NASHVILLE, TENNESSEE—Buzz-generating new technologies from health startups are a dime a dozen.
Want to stand out from the pack? Prove you've not only got a great idea, but that consumers will actually use your product, a Kaiser Permanente investment director told a crowd at the AHIP Institute & Expo last week.
Speaking at the annual gathering of payers and providers, Liz Rockett, director of Kaiser Permanente Ventures, said the secret ingredient is to think of how technology will fit into the spectrum of a patient's care rather than a static point in the care journey. They also need to make sure they've got something patients will intrinsically want to use.
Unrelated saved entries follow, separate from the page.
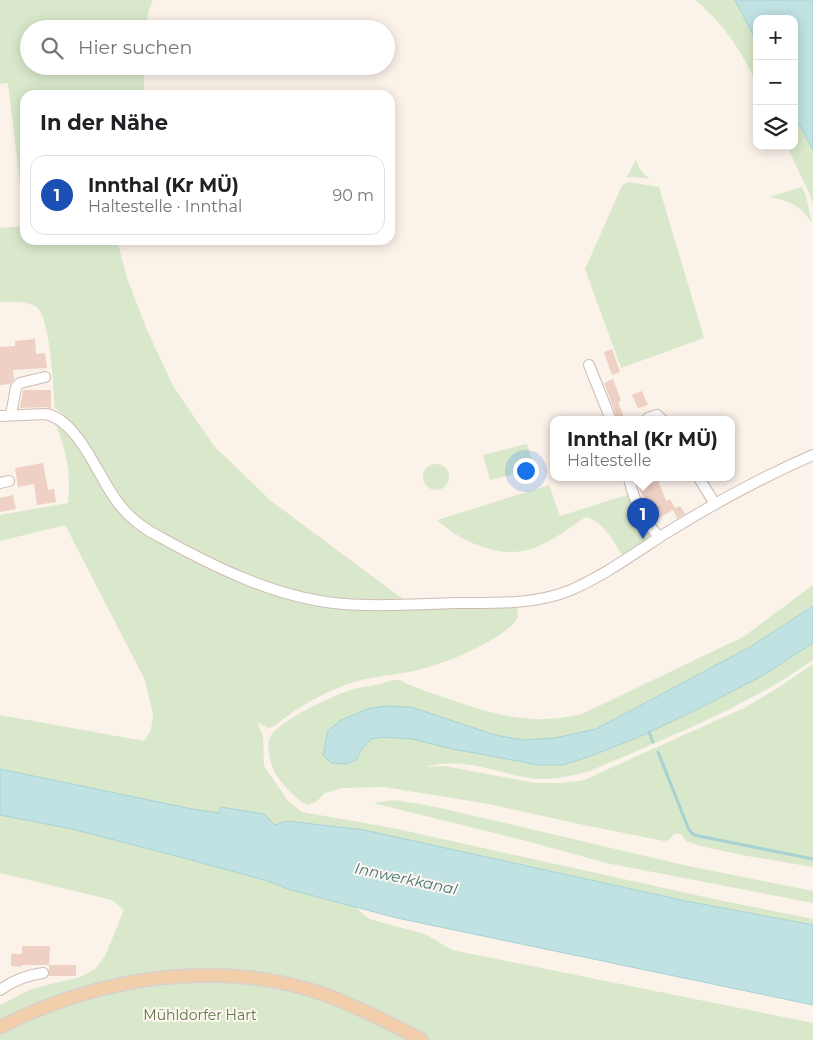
<!DOCTYPE html>
<html lang="de">
<meta charset="utf-8">
<style>
:root{--surface:#fff;--page:#f6f6f6;--text:#202124;--muted:#757577;--line:#e0e0e0;--accent:#7c3aed}
body{margin:0;font-family:Montserrat,sans-serif;background:var(--page);color:var(--text)}
.controls{position:absolute;right:15px;top:15px;display:grid;overflow:hidden;border-radius:10px;box-shadow:0 2px 12px #0003}
.controls button{width:45px;height:45px;display:grid;place-items:center;padding:0;border:0;border-bottom:1px solid var(--line);background:var(--surface);color:var(--text);font:25px sans-serif}
.you{position:absolute;left:525px;top:470px;width:18px;height:18px;margin:-12px;border:4px solid #fff;border-radius:50%;background:#1a73e8;box-shadow:0 0 0 8px #1a73e833}
.badge{display:grid;place-items:center;width:32px;height:32px;border-radius:50%;background:var(--accent);color:#fff;font-size:16px;font-weight:700}
.pin{position:absolute;translate:-50% -41px;filter:drop-shadow(0 1px 2px #0008)}
.pin::after{content:'';position:absolute;top:26px;width:18px;height:15px;background:inherit;clip-path:polygon(0 0,100% 0,50% 100%)}
.popup{position:absolute;left:550px;top:416px;width:185px;height:65px;box-sizing:border-box;display:grid;place-content:center;border-radius:10px;background:var(--surface);filter:drop-shadow(0 1px 4px #0005);font-size:16px;white-space:nowrap;color:var(--muted)}
.popup b{font-size:19px;color:var(--text)}
.popup::after{content:'';position:absolute;left:50%;top:100%;margin-left:-10px;border:10px solid transparent;border-top-color:var(--surface)}
.list{margin:0;padding:0;list-style:none}
h2{display:flex;justify-content:space-between;align-items:center;height:65px;margin:0;padding:0 20px;font-size:21px}
h2 small{font-size:16px;font-weight:400;color:var(--muted)}
.list li{display:grid;grid-template-columns:32px 1fr auto;gap:15px;align-items:center;box-sizing:border-box;height:80px;margin:0 10px 10px;padding:0 10px;border:1px solid var(--line);border-radius:15px}
.list b{display:block;font-size:19px;white-space:nowrap}
.list p{margin:0;font-size:16px;white-space:nowrap;color:var(--muted)}
.list em{font-size:16px;font-style:normal;color:var(--muted)}
.icon{flex:none;width:28px;height:28px;fill:none;stroke:currentColor;stroke-width:2;stroke-linecap:round;stroke-linejoin:round}
.map{position:relative;flex:none;width:813px;height:1040px;overflow:hidden}
.search{position:absolute;background:var(--surface);box-shadow:0 2px 12px #0003;left:20px;top:20px;width:375px;height:55px;display:flex;align-items:center;gap:12px;box-sizing:border-box;padding:0 18px;border-radius:28px;color:var(--muted);font-size:19px}
.panel{position:absolute;background:var(--surface);box-shadow:0 2px 12px #0003;left:20px;top:90px;width:375px;height:155px;border-radius:15px}
.map>svg:first-child{display:block}
</style>
<div class="map">
<svg width="813" height="1040" viewBox="0 0 813 1040">
<rect width="100%" height="100%" fill="#fbf2ea"/>
<g fill="#d9e8ca">
<path d="M0 0H153L149 10 145 29H29V66H144V95H25V240H117L127 278 147 330 173 386 214 446 271 501 403 599C371 600 339 600 308 593 272 586 237 570 204 555 188 547 170 540 156 531 144 523 133 513 124 503 106 476 81 426 55 408 53 388 51 315 35 306 24 300 12 302 0 302V228L25 226 8 83 0 84Z"/>
<path d="M695 0H735L757 42V84C739 48 726 26 695 0Z"/>
<path d="M794 115 813 150V204L811 197 787 146H794Z"/>
<path d="M636 159C638 168 643 174 650 179L635 177H627Z"/>
<path d="M628 182 659 187 704 338 621 368 585 269 622 186Z"/>
<path d="M802 187 806 196 812 223C801 206 789 200 769 197Z"/>
<path d="M56 425H60L73 439 120 511 269 592 403 608 517 607 518 618C504 639 449 662 425 668 403 675 379 675 357 681 327 690 297 707 273 727L268 728 257 722 263 736 264 766 288 801 302 812 393 828 714 899 813 919V925L686 901 364 830 287 821 275 825 221 808 219 813 192 809 0 769V715L144 741 151 730 153 715 145 680 65 525 0 541V515L68 503C71 470 67 455 56 425Z"/>
<path d="M527 444 534 469 490 480 483 455Z"/>
<circle cx="436" cy="477" r="13"/>
<path d="M549 485 560 516 630 494 652 536 623 556C613 541 604 522 586 517 570 527 554 540 537 547 502 561 463 543 437 520Z"/>
<path d="M813 585V606L750 647 596 729 555 738 524 740 495 735 411 707 368 709 341 720 328 731 323 755 356 760 362 749 371 739 383 737 412 739 500 758 591 756 639 737 698 709 762 676 813 643V660C745 708 666 738 590 771 571 776 549 781 529 778 494 772 462 756 426 767L444 766 535 783H562L584 780 746 707 776 689 813 664V867L747 856 700 846 686 841 681 834H674L669 840 664 841 579 824 489 804 384 787 342 788 325 793 316 802 307 805C295 799 274 777 271 763 269 756 267 745 270 737 278 721 334 695 351 690 361 687 371 686 381 684 386 682 394 679 399 680 403 681 406 684 410 685 416 688 424 690 431 693 485 711 525 728 582 714L743 637Z"/>
<path d="M395 800 436 807 688 866 813 891V903L606 863 530 842 373 803Z"/>
<path d="M0 815 72 829 268 881 291 890 355 907 369 919 425 934 452 950 813 1023V1040H0V1005L31 989 80 977 95 969 105 956 124 910 112 900 0 873Z"/>
</g>
<g fill="#c0e2e3" stroke="#a7d2d4">
<path d="M735 0H813V150L794 115V19H757V42Z"/>
<path d="M813 606V643L762 676 698 709 639 737 591 756 563 765H539L453 749 412 739 383 737 371 739 362 749 356 760 346 764 331 763 323 755 328 731 341 720 368 709 385 706 411 707 495 735 524 740 555 738 596 729 750 647Z"/>
<path d="M0 769 192 809 219 813 221 807 264 814 275 825 287 821 364 830 686 901 813 925V1005L397 918 291 890 268 881 180 857 72 829 0 815Z"/>
</g>
<g fill="none" stroke-linecap="round" stroke-linejoin="round">
<g stroke="#a7d2d4" stroke-width="3">
<path d="M649 732 653 742"/>
<path d="M658 752 689 830 694 835 813 859"/>
</g>
</g>
<g fill="#eed0c4">
<path d="M35 339 36 354 45 353 47 368 13 370 14 379 10 384 0 385V347L15 346V341Z"/>
<path d="M612 349 620 372 612 375 604 352Z"/>
<path d="M613 379 621 401 618 402 625 420H618L604 383Z"/>
<path d="M23 390H51V409L46 407 20 408Z"/>
<path d="M642 391 648 405 638 408 632 395Z"/>
<path d="M43 463 48 490 54 489 56 502 37 505 34 484 18 487 15 468Z"/>
<path d="M641 478H650L652 483 658 480 666 501 670 499 675 508 680 506 685 514 677 518 673 510 655 520 639 488 644 486Z"/>
<path d="M13 495 16 509 0 512V498Z"/>
<path d="M22 946H50L49 965H22V967L11 966V954H22Z"/>
<rect x="49" y="965" width="27" height="11"/>
</g>
<g fill="none" stroke-linecap="round" stroke-linejoin="round">
<g stroke="#cebcb4" stroke-width="12">
<g id="minor">
<path d="M589 365 611 420"/>
<path d="M11 415 16 387 20 383 45 377"/>
<path d="M0 416 46 414C77 420 97 473 114 497 125 514 142 528 160 537 216 568 279 599 344 604 381 607 418 604 454 603 493 603 535 605 571 590 605 575 635 553 666 533 713 504 762 477 813 455"/>
<path d="M648 418 657 415 663 420"/>
<path d="M629 478C634 502 643 519 659 537"/>
<path d="M699 478 715 504"/>
<path d="M0 483 9 481"/>
<path d="M0 990C14 980 26 975 43 973"/>
</g>
</g>
<g stroke="#d8d0ce" stroke-width="15">
<path id="major" d="M0 1027C100 977 219 957 326 995 359 1007 391 1024 422 1040"/>
</g>
<use href="#minor" stroke="#fff" stroke-width="10"/>
<use href="#major" stroke="#f2cfaa" stroke-width="12"/>
</g>
<g text-anchor="middle" stroke-width="4" stroke-linejoin="round" paint-order="stroke">
<g font-size="14" fill="#5d7849" stroke="#fef7f1">
<text x="200" y="1020">Mühldorfer Hart</text>
</g>
<g font-size="15" font-style="italic" fill="#447477" stroke="#fef7f1">
<text transform="translate(406 879) rotate(12)" y="5">Innwerkkanal</text>
</g>
</g>
</svg>
<div class="controls">
<button>+</button>
<button>−</button>
<button><svg class="icon" aria-label="layers" viewBox="0 0 24 24"><path d="M12 4l9 5-9 5-9-5zM3 14l9 5 9-5"/></svg></button>
</div>
<div class="you"></div>
<div class="pin badge" style="left:643px;top:539px;background:#1a4fb4">1</div>
<div class="popup"><b>Innthal (Kr MÜ)</b>Haltestelle</div>
<div class="search"><svg class="icon" aria-label="search" viewBox="0 0 24 24"><circle cx="10" cy="10" r="6"/><path d="M15 15l6 6"/></svg>Hier suchen</div>
<section class="panel">
<h2>In der Nähe<small></small></h2>
<ul class="list">
<li><span class="badge" style="background:#1a4fb4">1</span><div><b>Innthal (Kr MÜ)</b><p>Haltestelle · Innthal</p></div><em>90 m</em></li>
</ul>
</section>
</div>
One of the key concerns with new technologies is that patient uptake is slow, so looking at these options from a broader perspective can give patients or members a reason to care.
“Folks need to see proof that it works,” Rockett said.
One great example: remote monitoring.
It’s a “graveyard” for digital health startups that don’t make it, because simply having the tools available isn’t enough to convince patients or members that it’s worthwhile, Rockett said. It needs to be included as part of a “full stack” of solutions designed to improve their health.
Seeking a “path of desire” for a product was one of the five lessons from digital health she offered in her panel at the convention. The others are:
- Acknowledge and respect how new innovations can change workflows.
- Know when you need more than just technology.
- Establish standards for efficacy, adoption and engagement.
- Find partnerships to carry innovations for the “last mile.”
On a hospital ward, nurses may keep a slew of reminders on the station monitor as sticky notes—they're doing the best with the systems they have, Rockett said. When introducing a new scheduling tool or communications platform, be mindful of how that changes day-to-day routines for those nurses.
Finding—or being—the right partner for a digital tech company is also crucial to establishing long-term success. All the venture backing in the world won’t necessarily help a product reach more people, Rockett said.
An example of this is CVS Health’s new platform that aims to connect its Caremark pharmacy benefit management clients with services that could bolster their extended benefits. The first company on the platform is Big Health, whose Sleepio service will be made available to additional health plans.
The team at Big Health has been working on the partnership for the better part of a year, Rockett said. (KP Ventures is an investor in Big Health.) But working with CVS makes sense, because they can go to health plans, offer the service and also manage the service—making it easier for insurers to opt in, she said.
And that, in turn, gets more customers on the platform, she said.
“Those partnerships are actually what’s going to make that possible,” Rockett said.